- [What you should do]: Show me each line of the listing below where the word "bottom" appears.

- [Supplied information]:
····················
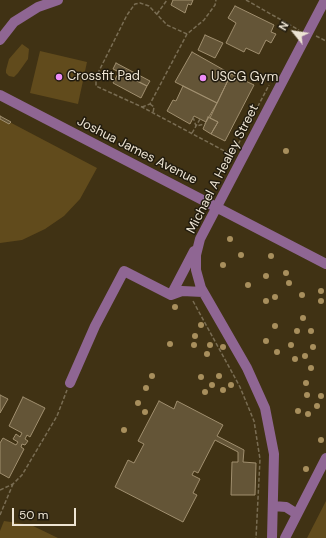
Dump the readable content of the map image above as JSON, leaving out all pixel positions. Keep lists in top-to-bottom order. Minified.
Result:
{"streets":{"street":["Joshua James Avenue","Michael A Healey Street"]},"crossings":[["Joshua James Avenue","Michael A Healey Street"]],"places":["Crossfit Pad","USCG Gym"],"scale_bar":"50 m","north":"top left"}
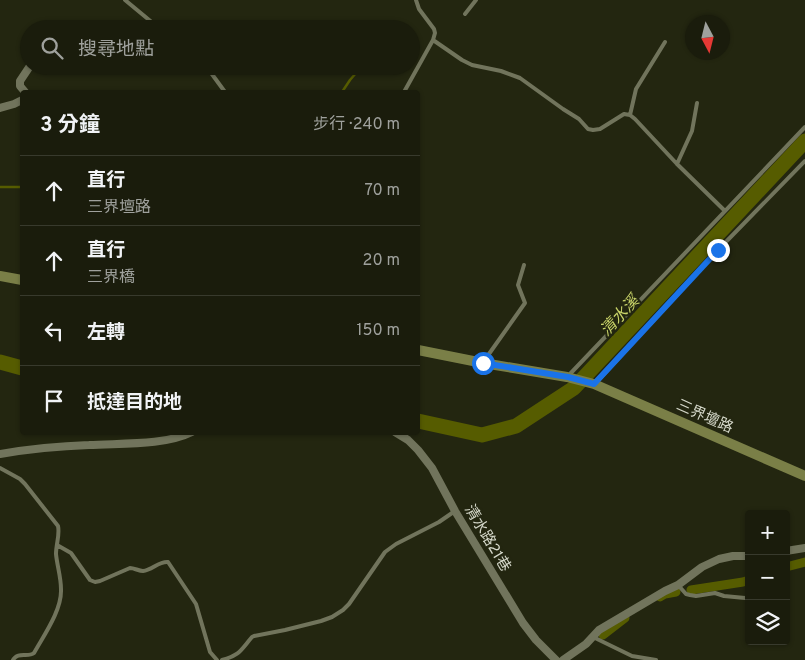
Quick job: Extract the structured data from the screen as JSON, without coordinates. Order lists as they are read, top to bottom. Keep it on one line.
····················
- [Answer section]:
Dump the readable content of the map image above as JSON, leaving out all pixel positions. Keep lists in top-to-bottom order. Minified.
Quick job: Extract the structured data from the screen as JSON, without coordinates. Order lists as they are read, top to bottom. Keep it on one line.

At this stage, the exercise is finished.